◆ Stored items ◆
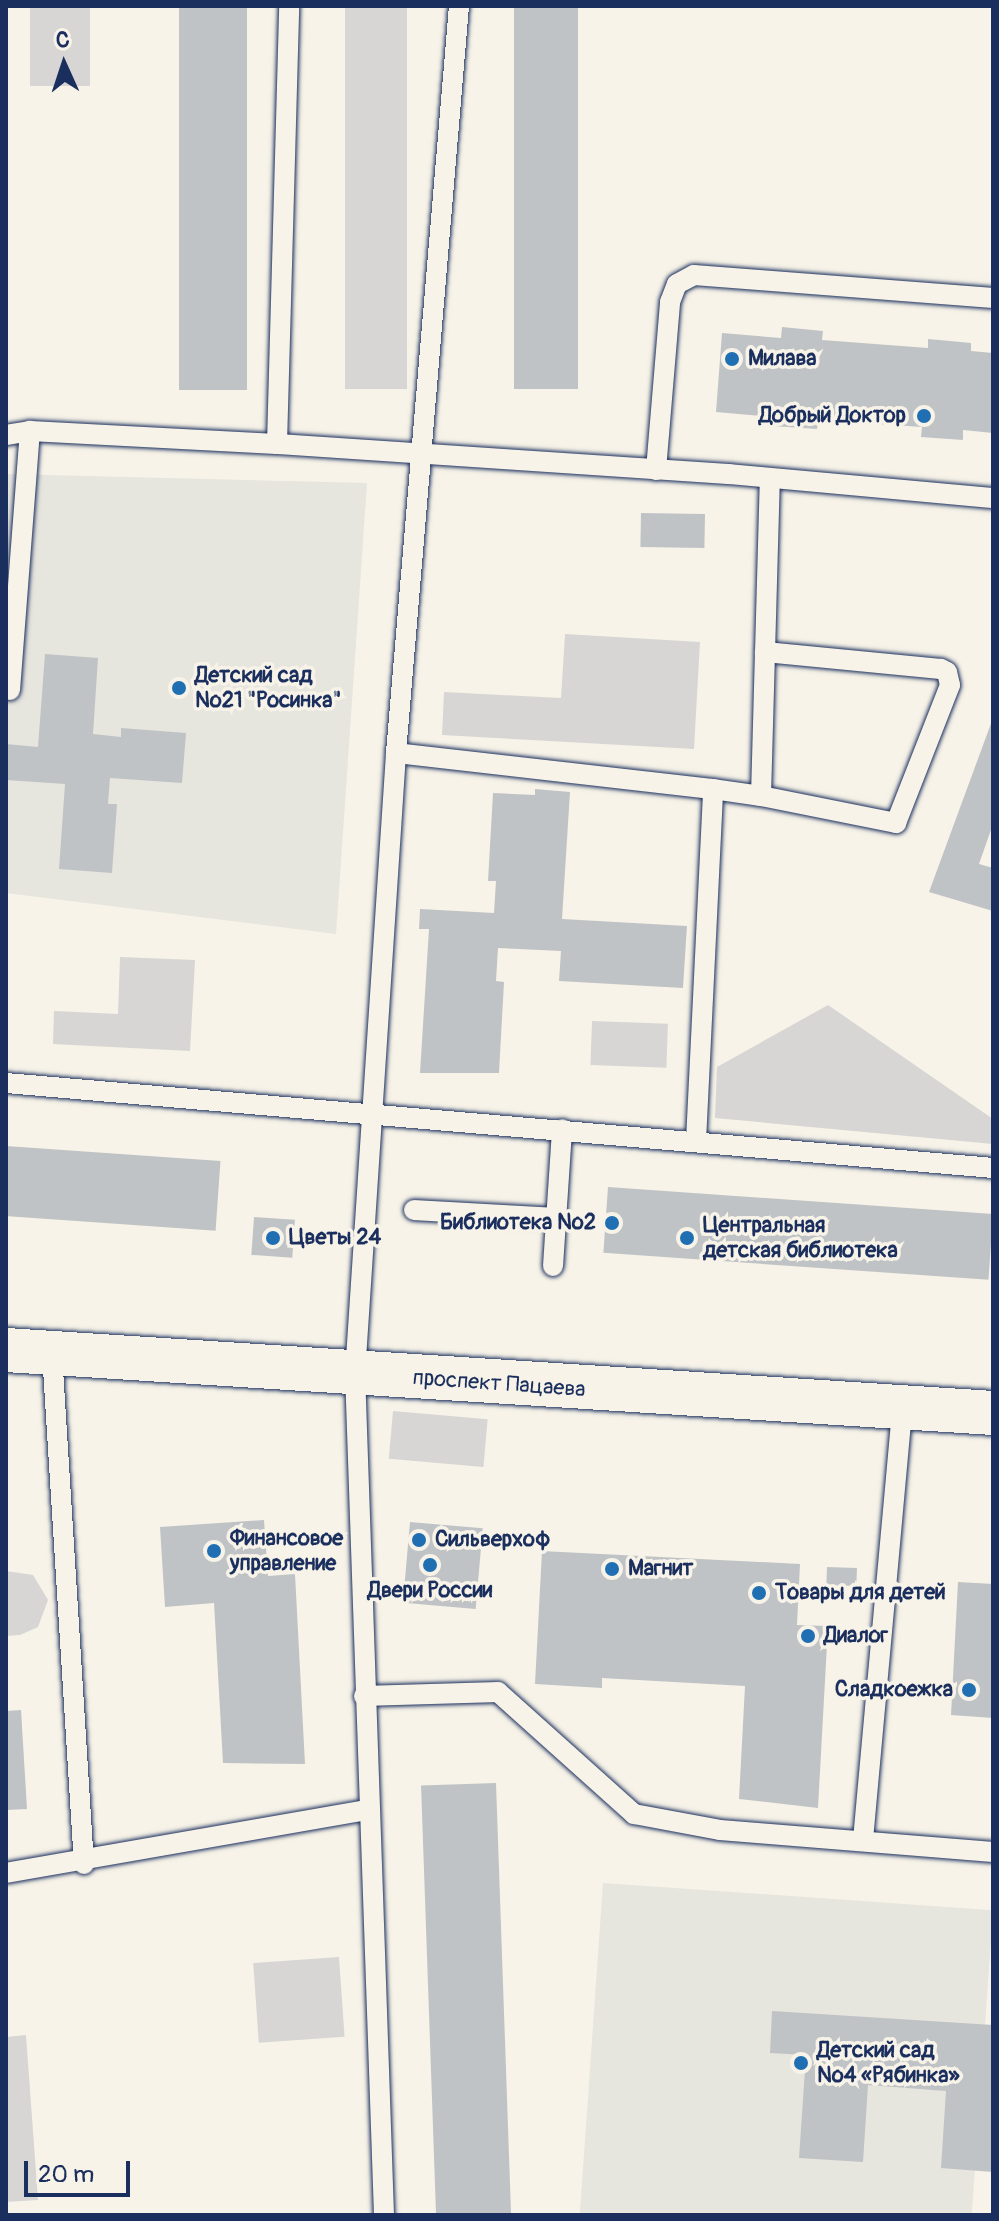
<!DOCTYPE html>
<html>
<head>
<meta charset="utf-8">
<style>
  body { margin:0 }
  #map { position:relative; width:999px; height:2221px; overflow:hidden; background:#f7f3e8; font-family:Pangolin,sans-serif }
  div>[style] { position:absolute }
  [style*='--x'] { left:calc(var(--x)*1px); top:calc(var(--y)*1px); width:calc(var(--w)*1px); rotate:calc(var(--a)*1deg) }
  .built>* { inset:0; background:#e6e5de; transform-origin:0 0 }
  .green>* { inset:0; background:#d7d6d4; transform-origin:0 0 }
  .building>* { inset:0; background:#c0c3c5; transform-origin:0 0 }
  .roads { filter:drop-shadow(0 0 2px #1b2f5e) drop-shadow(0 0 2px #1b2f5e) }
  .service>* { height:20px; margin:-10px; padding:0 10px; transform-origin:10px; border-radius:10px; background:#f7f3e8 }
  .secondary>* { height:44px; margin:-22px; padding:0 22px; transform-origin:22px; border-radius:22px; background:#f7f3e8 }
  .dots>* { width:22px; height:22px; translate:-50% -50%; box-sizing:border-box; border:4px solid #f7f3e8; border-radius:50% }
  span { translate:-50% -50%; white-space:nowrap; text-align:center; line-height:1.15; -webkit-text-stroke:7px #f7f3e8; paint-order:stroke }
  .poi-label { font-size:22px; color:#1b2f5e; font-weight:700 }
  .left { translate:0 -50%; text-align:left }
  .right { translate:-100% -50%; text-align:right }
  .street-label { font-size:22px; color:#1b2f5e }
  .frame { position:absolute; inset:0; border:8px solid #1b2f5e; pointer-events:none }
  .north { position:absolute; left:24px; top:24px; width:80px; height:80px; -webkit-text-stroke:6px #f7f3e8; paint-order:stroke; rotate:357deg; font-size:22px; font-weight:700; line-height:32px; text-align:center; color:#1b2f5e }
  .north::after { content:''; display:block; margin:auto; width:28px; height:36px; background:#1b2f5e; clip-path:polygon(50% 0,100% 100%,50% 72%,0 100%) }
  .scale { position:absolute; left:24px; top:2161px; width:106px; height:36px; box-sizing:border-box; border:4px solid #1b2f5e; border-top:0; padding-left:10px; font-size:24px; line-height:28px; white-space:nowrap; color:#1b2f5e; -webkit-text-stroke:6px #f7f3e8; paint-order:stroke }
</style>
</head>
<body>
<div id="map">
  <div class="built">
    <div style="clip-path:polygon(6px 474px,367px 483px,336px 934px,6px 893px)"></div>
    <div style="left:603px;top:1883px;width:391px;height:332px;rotate:4deg"></div>
  </div>
  <div class="green">
    <div style="left:30px;top:6px;width:60px;height:80px"></div>
    <div style="left:345px;top:6px;width:62px;height:383px"></div>
    <div style="clip-path:polygon(565px 634px,700px 642px,694px 749px,442px 735px,444px 692px,561px 698px)"></div>
    <div style="clip-path:polygon(120px 957px,195px 960px,190px 1051px,53px 1044px,54px 1011px,118px 1014px)"></div>
    <div style="clip-path:polygon(828px 1005px,993px 1119px,993px 1144px,715px 1118px,717px 1067px)"></div>
    <div style="left:592px;top:1021px;width:76px;height:44px;rotate:2deg"></div>
    <div style="left:393px;top:1411px;width:95px;height:48px;rotate:5deg"></div>
    <div style="clip-path:polygon(6px 1571px,33px 1575px,48px 1600px,38px 1627px,20px 1635px,6px 1636px)"></div>
    <div style="left:339px;top:1957px;width:80px;height:86px;rotate:86deg"></div>
    <div style="clip-path:polygon(26px 2035px,38px 2200px,6px 2202px,6px 2037px)"></div>
  </div>
  <div class="building">
    <div style="left:179px;top:6px;width:68px;height:384px"></div>
    <div style="left:514px;top:6px;width:64px;height:383px"></div>
    <div style="clip-path:polygon(782px 327px,823px 331px,822px 340px,928px 348px,928px 339px,950px 341px,971px 343px,971px 351px,993px 353px,993px 433px,963px 430px,963px 440px,921px 437px,922px 427px,818px 420px,817px 429px,773px 426px,773px 417px,716px 412px,722px 333px,781px 338px)"></div>
    <div style="left:641px;top:513px;width:64px;height:34px;rotate:1deg"></div>
    <div style="clip-path:polygon(45px 654px,98px 658px,93px 734px,121px 737px,121px 728px,186px 733px,182px 783px,110px 778px,108px 804px,117px 804px,112px 873px,59px 869px,65px 784px,6px 780px,6px 744px,38px 747px)"></div>
    <div style="clip-path:polygon(993px 718px,993px 824px,979px 864px,993px 868px,993px 911px,929px 892px)"></div>
    <div style="clip-path:polygon(535px 789px,570px 792px,562px 919px,687px 926px,683px 988px,559px 981px,561px 951px,498px 948px,496px 981px,504px 982px,499px 1073px,420px 1073px,429px 929px,419px 929px,420px 909px,494px 913px,496px 881px,488px 881px,493px 793px,535px 795px)"></div>
    <div style="left:6px;top:1146px;width:215px;height:70px;rotate:4deg"></div>
    <div style="left:608px;top:1187px;width:386px;height:66px;rotate:4deg"></div>
    <div style="left:254px;top:1217px;width:41px;height:38px;rotate:4deg"></div>
    <div style="clip-path:polygon(264px 1520px,268px 1576px,295px 1574px,305px 1764px,223px 1763px,214px 1603px,165px 1607px,160px 1527px)"></div>
    <div style="left:410px;top:1522px;width:73px;height:81px;rotate:5deg"></div>
    <div style="clip-path:polygon(542px 1551px,800px 1564px,797px 1625px,828px 1626px,818px 1808px,739px 1799px,745px 1686px,602px 1678px,602px 1688px,535px 1684px)"></div>
    <div style="left:827px;top:1567px;width:30px;height:18px;rotate:2deg"></div>
    <div style="clip-path:polygon(958px 1582px,993px 1584px,993px 1718px,951px 1715px)"></div>
    <div style="clip-path:polygon(21px 1710px,27px 1809px,6px 1810px,6px 1711px)"></div>
    <div style="left:496px;top:1783px;width:432px;height:75px;rotate:88deg"></div>
    <div style="clip-path:polygon(772px 2011px,993px 2025px,993px 2172px,941px 2168px,946px 2091px,868px 2085px,863px 2162px,799px 2158px,806px 2055px,770px 2053px)"></div>
  </div>
  <div class="roads">
    <div class="service">
      <div style="--x:6;--y:435;--w:24;--a:-9"></div>
      <div style="--x:30;--y:431;--w:247;--a:3"></div>
      <div style="--x:277;--y:444;--w:453;--a:3.8"></div>
      <div style="--x:729;--y:474;--w:265;--a:5.2"></div>
      <div style="--x:277;--y:444;--w:438;--a:-88.4"></div>
      <div style="--x:656;--y:470;--w:169;--a:-85.2"></div>
      <div style="--x:670;--y:302;--w:19;--a:-69"></div>
      <div style="--x:677;--y:284;--w:19;--a:-28"></div>
      <div style="--x:694;--y:275;--w:300;--a:4.4"></div>
      <div style="--x:10;--y:690;--w:260;--a:-85.6"></div>
      <div style="--x:396;--y:753;--w:319;--a:6.5"></div>
      <div style="--x:761;--y:796;--w:138;--a:11.3"></div>
      <div style="--x:896;--y:823;--w:148;--a:-68.6"></div>
      <div style="--x:950;--y:685;--w:13;--a:-103"></div>
      <div style="--x:947;--y:672;--w:7;--a:-153"></div>
      <div style="--x:941;--y:669;--w:177;--a:-174.5"></div>
      <div style="--x:6;--y:1083;--w:991;--a:4.92"></div>
      <div style="--x:696;--y:1141;--w:352;--a:-87.2"></div>
      <div style="--x:713;--y:789;--w:49;--a:8.3"></div>
      <div style="--x:761;--y:796;--w:317;--a:-88.4"></div>
      <div style="--x:414;--y:1210;--w:142;--a:3.2"></div>
      <div style="--x:553;--y:1266;--w:137;--a:-86.2"></div>
      <div style="--x:52;--y:1353;--w:512;--a:86.42"></div>
      <div style="--x:364;--y:1696;--w:134;--a:-1.7"></div>
      <div style="--x:498;--y:1692;--w:183;--a:41.9"></div>
      <div style="--x:634;--y:1814;--w:87;--a:10.5"></div>
      <div style="--x:720;--y:1830;--w:274;--a:4.6"></div>
      <div style="--x:863;--y:1840;--w:434;--a:-84.8"></div>
      <div style="--x:6;--y:1873;--w:367;--a:-9.9"></div>
      <div style="--x:384;--y:2215;--w:841;--a:-91.97"></div>
      <div style="--x:355;--y:1374;--w:622;--a:-86.22"></div>
      <div style="--x:396;--y:753;--w:750;--a:-85.18"></div>
    </div>
    <div class="secondary">
      <div style="--x:6;--y:1350;--w:989;--a:3.65"></div>
    </div>
  </div>
  <div class="dots">
    <div style="left:732px;top:359px;background:#1f6fb2"></div>
    <div style="left:924px;top:416px;background:#1f6fb2"></div>
    <div style="left:179px;top:688px;background:#1f6fb2"></div>
    <div style="left:612px;top:1223px;background:#1f6fb2"></div>
    <div style="left:273px;top:1238px;background:#1f6fb2"></div>
    <div style="left:687px;top:1238px;background:#1f6fb2"></div>
    <div style="left:419px;top:1540px;background:#1f6fb2"></div>
    <div style="left:214px;top:1551px;background:#1f6fb2"></div>
    <div style="left:430px;top:1565px;background:#1f6fb2"></div>
    <div style="left:612px;top:1569px;background:#1f6fb2"></div>
    <div style="left:759px;top:1593px;background:#1f6fb2"></div>
    <div style="left:808px;top:1636px;background:#1f6fb2"></div>
    <div style="left:969px;top:1690px;background:#1f6fb2"></div>
    <div style="left:801px;top:2063px;background:#1f6fb2"></div>
  </div>
  <div class="poi-label">
    <span class="left" style="left:748px;top:359px">Милава</span>
    <span class="right" style="left:906px;top:416px">Добрый Доктор</span>
    <span class="left" style="left:195px;top:688px">Детский сад<br>№21 "Росинка"</span>
    <span class="right" style="left:596px;top:1223px">Библиотека №2</span>
    <span class="left" style="left:703px;top:1238px">Центральная<br>детская библиотека</span>
    <span class="left" style="left:289px;top:1238px">Цветы 24</span>
    <span class="left" style="left:230px;top:1551px">Финансовое<br>управление</span>
    <span class="left" style="left:435px;top:1540px">Сильверхоф</span>
    <span class="left" style="left:628px;top:1569px">Магнит</span>
    <span style="left:430px;top:1591px">Двери России</span>
    <span class="left" style="left:775px;top:1593px">Товары для детей</span>
    <span class="left" style="left:824px;top:1636px">Диалог</span>
    <span class="right" style="left:953px;top:1690px">Сладкоежка</span>
    <span class="left" style="left:817px;top:2063px">Детский сад<br>№4 «Рябинка»</span>
  </div>
  <div class="street-label">
    <span style="left:499px;top:1384px;rotate:4deg">проспект Пацаева</span>
  </div>
  <div class="frame"></div>
  <div class="north">С</div>
  <div class="scale">20 m</div>
</div>
</body>
</html>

◆ TASK DETAILS ◆
In your answer, include only the lines above starting at the line that holds "width:22px; height:22px; translate:-50%" and ending at the line that holds "position:absolute; left:24px; top:24px;", copied exactly.

◆ ANSWER TO THIS TASK ◆
  .dots>* { width:22px; height:22px; translate:-50% -50%; box-sizing:border-box; border:4px solid #f7f3e8; border-radius:50% }
  span { translate:-50% -50%; white-space:nowrap; text-align:center; line-height:1.15; -webkit-text-stroke:7px #f7f3e8; paint-order:stroke }
  .poi-label { font-size:22px; color:#1b2f5e; font-weight:700 }
  .left { translate:0 -50%; text-align:left }
  .right { translate:-100% -50%; text-align:right }
  .street-label { font-size:22px; color:#1b2f5e }
  .frame { position:absolute; inset:0; border:8px solid #1b2f5e; pointer-events:none }
  .north { position:absolute; left:24px; top:24px; width:80px; height:80px; -webkit-text-stroke:6px #f7f3e8; paint-order:stroke; rotate:357deg; font-size:22px; font-weight:700; line-height:32px; text-align:center; color:#1b2f5e }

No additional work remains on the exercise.